1. How does Michael Rhodes redefine discipleship to incorporate justice and mission, in contrast to E.K. Strawser’s perspective (Ep. 185: From Sunday Services to Real Transformation)?
2. What role does Rhodes believe justice plays in the biblical narrative and in the practice of discipleship? How does this challenge traditional views of discipleship?
3. In what ways does Rhodes emphasize the importance of avoiding a spiritualized understanding of justice, specifically as it relates to the proclamation of Jesus in Luke 4 and the kingdom of God?

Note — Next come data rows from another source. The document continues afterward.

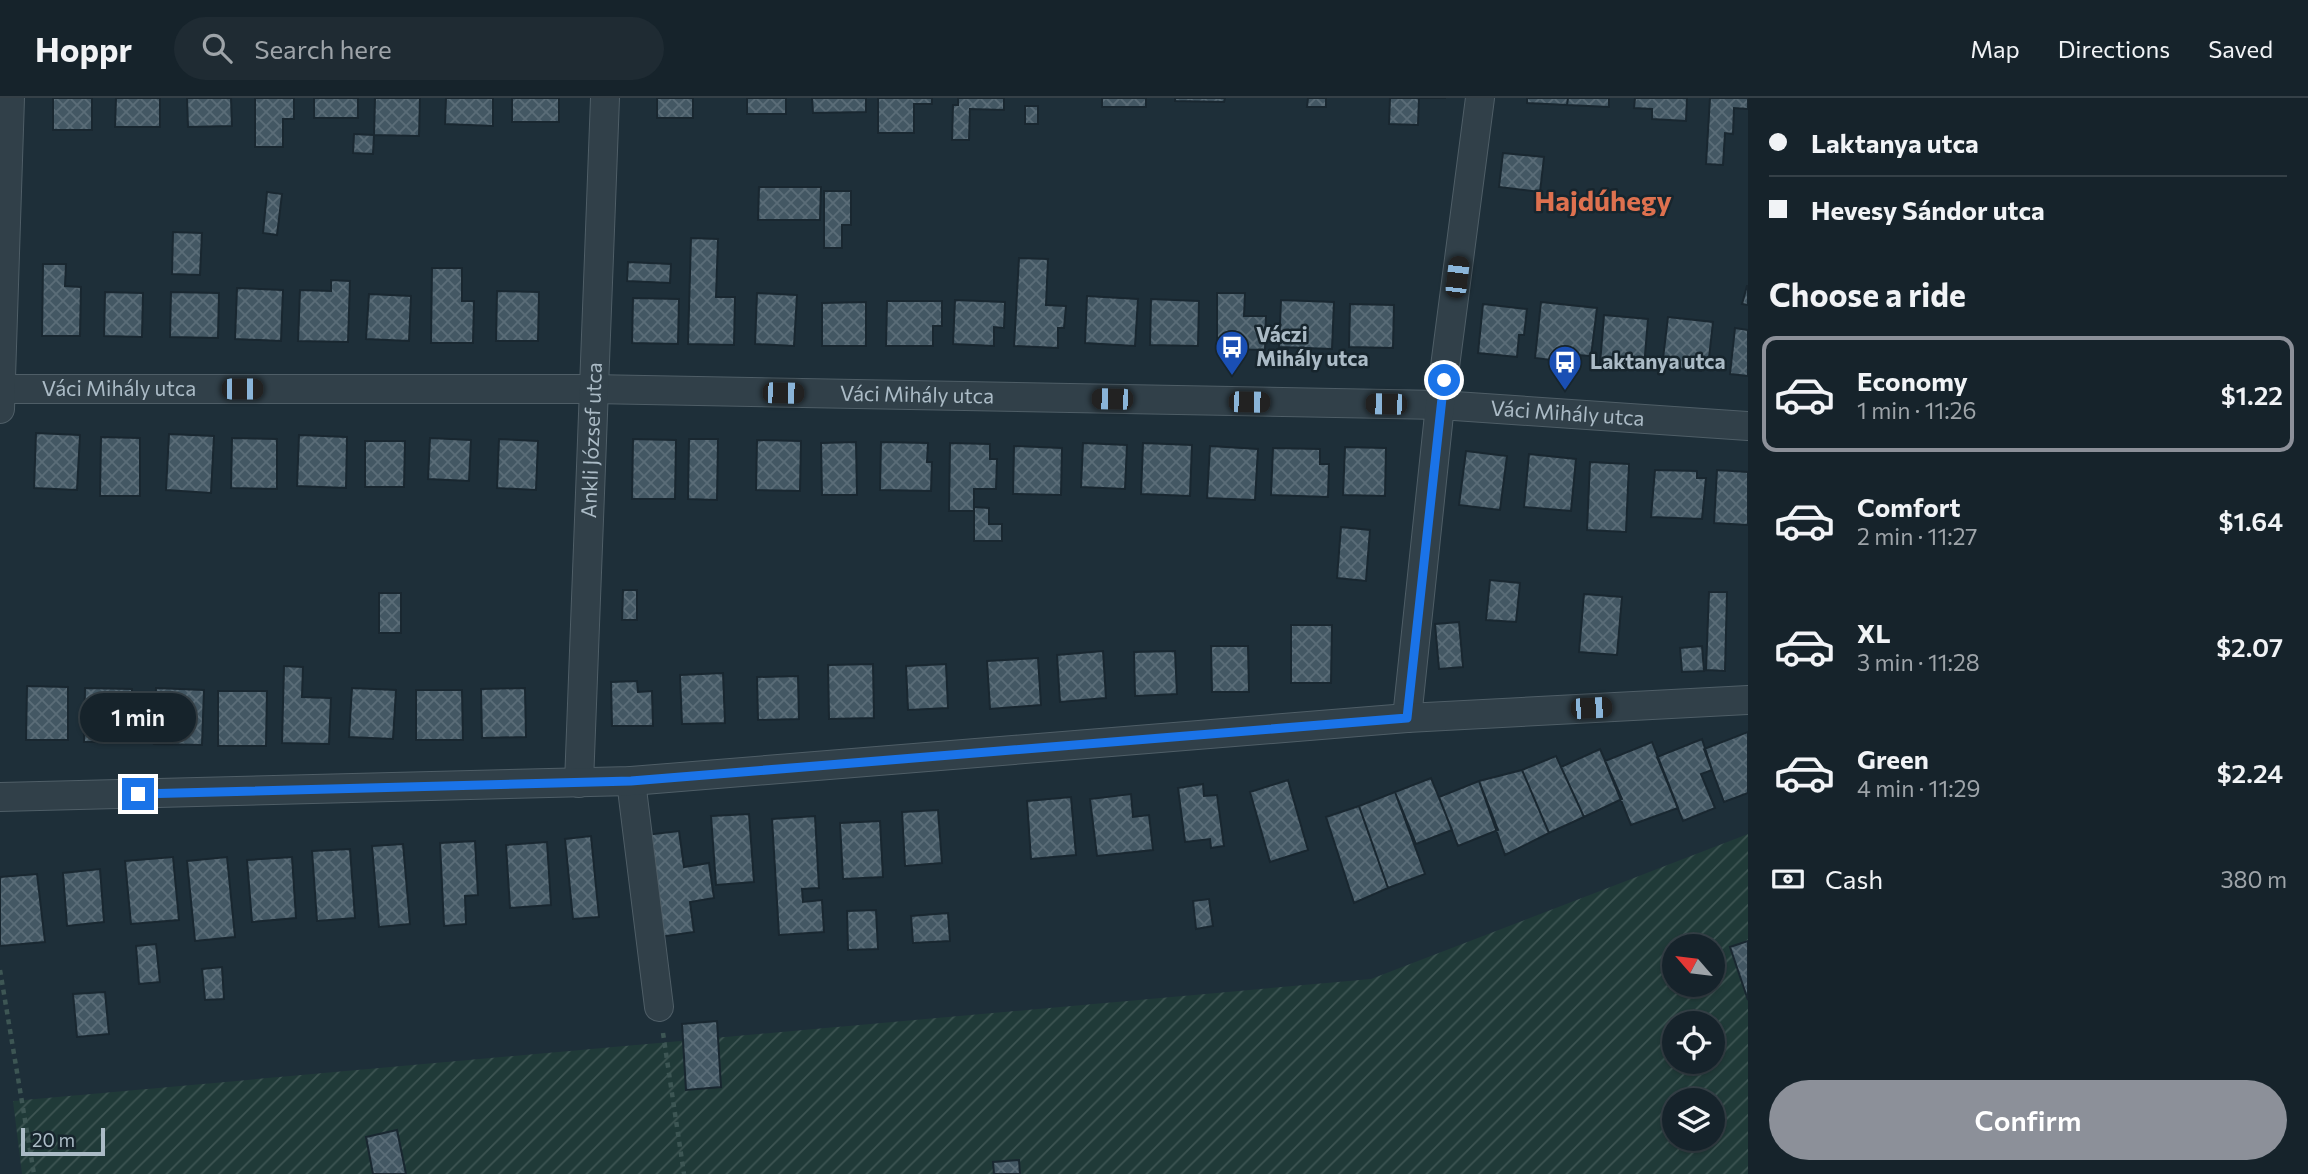 <!DOCTYPE html>
<meta charset="utf-8">
<style>
body{margin:0;font-family:Commissioner,sans-serif;background:#1f2b33;color:#f1f3f6;height:100vh;display:flex;flex-direction:column;font-size:26px;white-space:nowrap}
*{box-sizing:border-box;margin:0}
p{font-size:23px;color:#9ea4a9}
.icon{flex:none;width:38px;height:38px;fill:none;stroke:currentColor;stroke-width:2;stroke-linecap:round;stroke-linejoin:round}
.map{position:relative;flex:1;overflow:hidden}
.details{display:flex;flex-direction:column;background:#16232b;width:560px}
.details>*{flex:none}
.top-card{display:grid;align-content:center;height:154px;padding:0 21px;background:#16232b}
.needle{width:46px;rotate:298deg}
.fabs{position:absolute;left:1662px;top:836px;display:grid;gap:14px}
.fabs a{display:grid;place-items:center;width:63px;height:63px;border-radius:50%;background:#16232b;box-shadow:0 2px 5px #0004,0 0 0 2px #354047;font-size:35px}
.scale{position:absolute;left:21px;bottom:18px;width:84px;box-sizing:border-box;padding-left:7px;border:4px solid #abbbc6;border-top:0;font-size:19px;line-height:24px;white-space:nowrap;color:#abbbc6;-webkit-text-stroke:5px #17252d;paint-order:stroke}
.end{position:absolute;width:32px;height:32px;margin:-16px;border:9px solid #1a73e8;background:#fff;box-shadow:0 0 0 4px #fff}
.from{border-radius:50%}
.bubble{position:absolute;height:49px;border-radius:24px;background:#16232b;box-shadow:0 2px 5px #0004,0 0 0 2px #354047;font-size:23px;font-weight:600;line-height:49px;text-align:center}
.car{position:absolute;width:21px;height:42px;margin:-21px -10px;border-radius:9px;box-shadow:0 0 5px 2px #0007;background:linear-gradient(#222 24%,#8ab4d8 0 40%,#222 0 76%,#8ab4d8 0 86%,#222 0)}
.top-card b{display:flex;align-items:center;gap:24px;height:66px;font-size:26px}
.top-card b+b{border-top:2px solid #354047}
.top-card i{width:18px;height:18px;background:#f1f3f6}
ul{padding:0;list-style:none}
li{display:flex;align-items:center;gap:21px;height:116px;margin:0 14px 10px;padding:0 7px;border:4px solid transparent;border-radius:14px}
li div{flex:1}
li b{display:block;font-size:26px}
li em{font-style:normal;font-weight:600}
li.selected{border-color:#8c9099}
li>.icon{width:63px;height:63px;stroke-width:1.5}
h2{padding:0 21px;font-size:32px;line-height:84px}
.pay{display:flex;align-items:center;gap:18px;height:77px;padding:0 21px;font-size:26px}
.pay p{margin-inline-start:auto}
.cta{display:flex;gap:14px;margin-top:auto;padding:14px 21px}
.cta a{flex:1;height:80px;border-radius:42px;background:#8c9099;color:#fff;font-size:28px;font-weight:600;line-height:80px;text-align:center}
header{display:flex;align-items:center;gap:42px;box-sizing:border-box;height:98px;padding:0 35px;background:#16232b;border-bottom:2px solid #354047}
header strong{font-size:33px}
nav{display:flex;gap:38px;margin-inline-start:auto;font-size:24px}
.search{width:490px;height:63px;background:#1f2b33;display:flex;align-items:center;gap:18px;box-sizing:border-box;padding:0 24px;border-radius:38px;color:#9ea4a9;font-size:26px}
main{display:flex;flex:1;min-height:0}
.map>svg:first-child{display:block}
</style>
<header>
<strong>Hoppr</strong>
<div class="search"><svg class="icon" aria-label="search" viewBox="0 0 24 24"><circle cx="10" cy="10" r="6"/><path d="M15 15l6 6"/></svg>Search here</div>
<nav><a>Map</a><a>Directions</a><a>Saved</a></nav>
</header>
<main>
<div class="map">
<svg width="1748" height="1076" viewBox="0 0 1748 1076">
<defs>
<pattern id="garden-furrows" width="10" height="10" patternUnits="userSpaceOnUse" patternTransform="scale(1.75)"><rect width="10" height="10" fill="#203a38"/><path d="M-1 1l2-2M0 10L10 0M9 11l2-2" fill="none" stroke="#3e5553"/></pattern>
<pattern id="building-cross-hatch" width="8" height="8" patternUnits="userSpaceOnUse" patternTransform="scale(1.75)"><rect width="8" height="8" fill="#435763"/><path d="M0 0l8 8M0 8l8-8" fill="none" stroke="#5b6d78"/></pattern>
</defs>
<rect width="100%" height="100%" fill="#1e2f39"/>
<!-- garden -->
<path fill="url(#garden-furrows)" fill-rule="evenodd" d="M1748,736V1076H22L13,1003L1371,881ZM1675,849H1713V887H1675ZM1675,926H1713V964H1675ZM1675,1003H1713V1041H1675Z"/>
<!-- building -->
<path fill="url(#building-cross-hatch)" stroke="#192730" stroke-width="2" d="M53,0H92V32H53Z
M116,0H160V29H115Z
M187,0H231L232,28L188,29Z
M255,0H294V21H283V49H255Z
M314,0H358V20H314Z
M375,0H420L419,38L374,37Z
M446,0H493V28L445,26Z
M512,0H559V24H512Z
M657,0H693V20H657Z
M747,0H786V16H747Z
M812,0H866V14L813,15Z
M878,0H932V6H914V35H878Z
M958,0H1004V12L970,11L969,42H952L953,7H958Z
M1102,0H1146V9H1102Z
M1175,0H1225L1224,4L1175,3Z
M1308,0H1326V9H1307Z
M1390,0H1446H1419L1418,27L1389,26Z
M1527,0H1568L1567,7L1527,5Z
M1568,0H1609V9L1567,7Z
M1635,0H1687L1686,23L1652,21V11L1634,10Z
M1710,0H1748V11L1734,10L1733,36L1725,35L1723,67L1706,66Z
M1025,8H1038V26H1025Z
M354,36L374,37L373,56L353,55Z
M1503,55L1544,59L1540,94L1499,89Z
M759,89H821L820,122H758Z
M824,93H851V127H842V150H824Z
M267,94L282,96L277,137L263,135Z
M173,134L202,135L200,177L172,176Z
M691,140L718,141L716,199H735L734,247L688,246Z
M1019,160L1048,161L1046,207L1066,208L1064,230H1058V250L1014,248Z
M628,164L671,166L670,185L627,183Z
M43,166H66L65,188L81,189L80,238H42Z
M432,170H462V203H474L473,245H431Z
M331,182L350,183L348,244L298,243L300,192L331,193Z
M1747,188H1748V207L1742,206Z
M237,190L283,192L281,243L235,241Z
M497,193L539,194L538,243H496Z
M105,194L143,195L142,239L104,238Z
M171,194L219,195L218,240L170,239Z
M757,195L797,197L794,248L755,246Z
M1217,195H1245L1244,218H1266L1265,252L1217,251Z
M369,196L411,198L409,243L366,241Z
M1087,198L1138,201L1135,248L1085,245Z
M633,200L679,201L678,246L632,245Z
M1151,201L1199,203L1198,248L1150,247Z
M955,202L1005,204L1004,230L994,229V248L953,246Z
M1281,202L1334,204L1332,251L1279,249Z
M887,203H942V228H933V248H886Z
M866,204V248H822V205Z
M1541,204L1597,210L1591,258L1577,257L1576,265L1535,260Z
M1350,206L1394,207L1393,250L1349,249Z
M1483,206L1527,211L1524,237H1519L1517,259L1478,255Z
M1604,217L1648,221L1644,269L1600,266Z
M1668,219L1713,224L1709,260H1702L1701,273L1662,269Z
M1735,230L1748,232V278L1730,276Z
M36,335L80,337L77,392L34,390Z
M169,336L214,338L211,395L166,392Z
M299,337L347,339L346,390L297,388Z
M101,339L140,340V398H100Z
M232,340L277,341V391L231,390Z
M430,340L471,342L469,383L428,381Z
M499,341L538,343L536,392L497,390Z
M633,341L676,342L675,401H632Z
M689,341H718L717,402L688,401Z
M757,342L801,343L800,393L756,392Z
M365,343H405L404,389H365Z
M856,344L857,397H822L821,345Z
M881,344L928,345L927,364H932L931,393L880,392Z
M950,345L990,346V361H997L996,391H974V413H949Z
M1083,345L1127,347L1125,391L1081,389Z
M1143,345L1192,347L1190,398L1141,396Z
M1014,348L1062,350L1061,397L1013,396Z
M1210,348L1258,351L1255,402L1207,400Z
M1345,349L1386,350L1385,398L1343,397Z
M1273,350L1320,351V366H1329L1328,399L1271,397Z
M1466,353L1507,358L1500,412L1459,407Z
M1529,356L1576,361L1571,413L1524,409Z
M1590,364L1629,366L1626,434L1587,432Z
M1655,372L1697,373V380H1706L1702,421L1651,419Z
M1717,372L1748,374V427L1714,425Z
M974,409L989,410V426H1002V443H974Z
M1341,429L1370,432L1366,483L1337,480Z
M1490,482L1520,485L1516,524L1486,522Z
M623,492H637V522H622Z
M1709,494H1727L1725,573L1706,572Z
M379,495H401V535H379Z
M1584,496L1622,499L1617,557L1579,554Z
M1459,524L1463,569L1439,571L1435,526Z
M1291,527H1332L1331,585H1291Z
M1211,548H1248L1249,594H1212Z
M1702,548L1704,573L1682,574L1680,550Z
M1103,553L1106,600L1060,604L1057,557Z
M1175,553L1177,596L1135,598L1134,554Z
M1038,560L1041,607L990,611L987,563Z
M873,566L874,620L829,621L828,567Z
M946,566L948,610L908,612L906,568Z
M284,568L303,569L302,599L331,600L329,646L282,645Z
M723,575L725,625L682,626L680,577Z
M798,578L799,621L758,622L757,579Z
M637,583L638,594L652,593L653,628H612L611,584Z
M27,588L68,589V642H26Z
M85,590L132,591V644H84Z
M156,590L204,592L202,647L154,646Z
M352,590L396,592L393,641L349,639Z
M525,590L526,639L482,640L481,591Z
M416,592H462L463,642H416Z
M218,593H267L266,648H218Z
M1748,634V695L1724,704L1704,651Z
M1702,641L1712,672L1701,676L1715,710L1683,723L1657,659Z
M1652,644L1678,710L1631,727L1605,663Z
M1600,651L1622,701L1584,719L1561,669Z
M1556,658L1584,719L1549,735L1522,672Z
M1522,672L1549,735L1505,757L1479,683Z
M1431,680L1452,732L1416,746L1395,694Z
M1288,682L1308,752L1270,764L1250,694Z
M1479,683L1498,732L1458,748L1439,699Z
M1203,686L1204,698L1217,697L1224,748L1211,750L1210,741L1185,744L1178,690Z
M1395,694L1425,776L1388,790L1359,708Z
M1131,696L1133,719L1149,717L1153,752L1097,758L1090,701Z
M1071,699L1076,757L1031,761L1027,703Z
M1359,708L1388,790L1354,805L1326,719Z
M938,712L942,765L905,768L902,714Z
M749,716L754,784L716,787L711,718Z
M815,718L819,790L802,791L803,804L822,802L824,834L779,837L772,721Z
M880,723L883,779L843,781L840,725Z
M679,733L684,769L709,765L714,800L690,804L694,834L659,839L645,737Z
M591,738L599,819L573,821L565,741Z
M475,743L478,797L465,798L466,826L444,828L440,745Z
M547,744L551,807L510,810L506,747Z
M403,746L410,826L379,829L372,748Z
M350,751L355,820L317,823L312,753Z
M173,759L179,822L131,826L125,763Z
M227,759L235,839L195,843L187,763Z
M292,759L296,820L252,824L247,762Z
M100,771L104,824L67,828L63,775Z
M37,776L45,844L0,848V779Z
M1209,801L1213,828L1196,831L1193,803Z
M876,812L878,851L848,852L847,813Z
M948,815L950,843L913,845L911,818Z
M1748,843V902L1730,849Z
M156,846L160,884L139,886L136,848Z
M222,869L224,901L205,902L202,871Z
M105,894L109,936L77,939L73,896Z
M717,923L721,989L686,992L682,926Z
M397,1032L406,1076H373L366,1039Z
M1019,1062L1020,1076H994L993,1064Z"/>
<g fill="none" stroke-linecap="round" stroke-linejoin="round">
<defs>
<g id="minor">
<path id="s1" d="M0,291H592L1440,307L1748,328"/>
<path d="M0,311L10,0"/>
<path d="M1407,620L1440,307L1480,0"/>
<path d="M631,683L659,909"/>
<path id="s2" d="M579,685L605,0"/>
<path d="M0,699L631,683L1407,620L1748,602"/>
</g>
</defs>
<!-- minor casing -->
<use href="#minor" stroke="#4f5e67" stroke-width="30"/>
<!-- path -->
<path stroke="#3d5654" stroke-width="4.5" stroke-dasharray="5 5" stroke-linecap="butt" d="M0,872L34,1076
M663,935L684,1076"/>
<!-- minor -->
<use href="#minor" stroke="#314049" stroke-width="28"/>
</g>
<g fill="none" stroke-linecap="round" stroke-linejoin="round">
<!-- route -->
<path stroke="#1a73e8" stroke-width="9" d="M138,696L631,683L1407,620L1444,282"/>
</g>
<!-- icons -->
<defs>
<symbol id="bus-pin" viewBox="-11 -11 22 30"><path d="M0 17L-7.5 6A9.5 9.5 0 1 1 7.5 6Z" fill="#1a4fb4" stroke="#17252d"/><path d="M-5-6H5V4H4V6H2V4H-2V6H-4V4H-5ZM-3.5-4V0h7V-4ZM-3.5 1.2v1.5H-2V1.2ZM2 1.2v1.5H3.5V1.2Z" fill="#fff"/></symbol>
</defs>
<g fill-rule="evenodd">
<use href="#bus-pin" x="1213" y="230" width="38" height="52"/>
<use href="#bus-pin" x="1546" y="245" width="38" height="52"/>
</g>
<g text-anchor="middle" stroke-width="5" stroke-linejoin="round" paint-order="stroke">
<!-- poi labels -->
<g font-size="21" font-weight="bold" fill="#abbbc6" stroke="#17252d" text-anchor="start">
<text x="1256" y="244">Váczi<tspan x="1256" dy="24">Mihály utca</tspan></text>
<text x="1590" y="271">Laktanya utca</text>
</g>
<!-- street labels -->
<g font-size="21" fill="#abbbc6" stroke="#17252d">
<text dy="7" stroke="none"><textPath href="#s1" startOffset="119">Váci Mihály utca</textPath></text>
<text dy="7" stroke="none"><textPath href="#s1" startOffset="917">Váci Mihály utca</textPath></text>
<text dy="7" stroke="none"><textPath href="#s1" startOffset="1568">Váci Mihály utca</textPath></text>
<text dy="7" stroke="none"><textPath href="#s2" startOffset="343">Ankli József utca</textPath></text>
</g>
<!-- district labels -->
<g font-size="28" font-weight="bold" fill="#de714f" stroke="#17252d">
<text x="1603" y="113">Hajdúhegy</text>
</g>
</g>
</svg>
<div class="fabs">
<a><svg class="needle" viewBox="-14 -14 28 28"><path d="M0-13l5 13h-10z" fill="#e53935"/><path d="M0 13l5-13h-10z" fill="#9ea4a9"/></svg></a>
<a><svg class="icon" aria-label="locate" viewBox="0 0 24 24"><circle cx="12" cy="12" r="6"/><path d="M12 2v4M12 18v4M2 12h4M18 12h4"/></svg></a>
<a><svg class="icon" aria-label="layers" viewBox="0 0 24 24"><path d="M12 4l9 5-9 5-9-5zM3 14l9 5 9-5"/></svg></a>
</div>
<div class="scale">20 m</div>
<i class="end from" style="left:1444px;top:282px"></i>
<i class="end" style="left:138px;top:696px"></i>
<div class="bubble" style="left:80px;top:595px;width:116px">1 min</div>
<i class="car" style="left:1457px;top:179px;rotate:7deg"></i>
<i class="car" style="left:242px;top:291px;rotate:90deg"></i>
<i class="car" style="left:783px;top:295px;rotate:91deg"></i>
<i class="car" style="left:1112px;top:301px;rotate:271deg"></i>
<i class="car" style="left:1249px;top:304px;rotate:91deg"></i>
<i class="car" style="left:1386px;top:306px;rotate:271deg"></i>
<i class="car" style="left:1591px;top:610px;rotate:87deg"></i>
</div>
<section class="details">
<div class="top-card">
<b><i class="from"></i>Laktanya utca</b>
<b><i></i>Hevesy Sándor utca</b>
</div>
<h2>Choose a ride</h2>
<ul>
<li class="selected"><svg class="icon" aria-label="car" viewBox="0 0 24 24"><path d="M5 17H2v-5l4-1 3-4h7l3 4 3 1v5h-3M9 17h6M6 11h13"/><circle cx="7" cy="17" r="2"/><circle cx="17" cy="17" r="2"/></svg><div><b>Economy</b><p>1 min · 11:26</p></div><em>$1.22</em></li>
<li><svg class="icon" aria-label="car" viewBox="0 0 24 24"><path d="M5 17H2v-5l4-1 3-4h7l3 4 3 1v5h-3M9 17h6M6 11h13"/><circle cx="7" cy="17" r="2"/><circle cx="17" cy="17" r="2"/></svg><div><b>Comfort</b><p>2 min · 11:27</p></div><em>$1.64</em></li>
<li><svg class="icon" aria-label="car" viewBox="0 0 24 24"><path d="M5 17H2v-5l4-1 3-4h7l3 4 3 1v5h-3M9 17h6M6 11h13"/><circle cx="7" cy="17" r="2"/><circle cx="17" cy="17" r="2"/></svg><div><b>XL</b><p>3 min · 11:28</p></div><em>$2.07</em></li>
<li><svg class="icon" aria-label="car" viewBox="0 0 24 24"><path d="M5 17H2v-5l4-1 3-4h7l3 4 3 1v5h-3M9 17h6M6 11h13"/><circle cx="7" cy="17" r="2"/><circle cx="17" cy="17" r="2"/></svg><div><b>Green</b><p>4 min · 11:29</p></div><em>$2.24</em></li>
</ul>
<div class="pay"><svg class="icon" aria-label="cash" viewBox="0 0 24 24"><path d="M3 7h18v10H3z"/><circle cx="12" cy="12" r="2"/></svg>Cash<p>380 m</p></div>
<div class="cta"><a>Confirm</a></div>
</section>
</main>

4. How does the concept of the Justice Feast in Deuteronomy inform Rhodes’ understanding of justice as the faithful exercise of power and just structures? How might this concept be applied to contemporary justice issues?
5. According to Rhodes, how can themes of justice be integrated into worship and liturgy, particularly through the Psalms? How might this shift our understanding of worship and its connection to God’s mission of justice?
6. In what ways does Rhodes emphasize the need for leaders to nurture qualities of compassion and confidence when addressing issues of poverty, racial justice, and exploitation in the Christian world?
7. How does Rhodes encourage a reevaluation of the concept of tithing in Deuteronomy and the idea of the feast before the Lord? How might this challenge common perceptions of tithing and generosity within Christian communities?
8. What methods does Rhodes propose for overcoming the lack of interaction between different economic classes in American society, and how might this engagement contribute to a more just discipleship?
9. How does Rhodes suggest that worship and prayer, particularly through engaging with the Psalms, can shape our perspectives on justice and discipleship?
10. What practical advice does Rhodes offer for individuals seeking to integrate justice into their discipleship practice, and how can scripture be used to challenge unjust practices in the world today?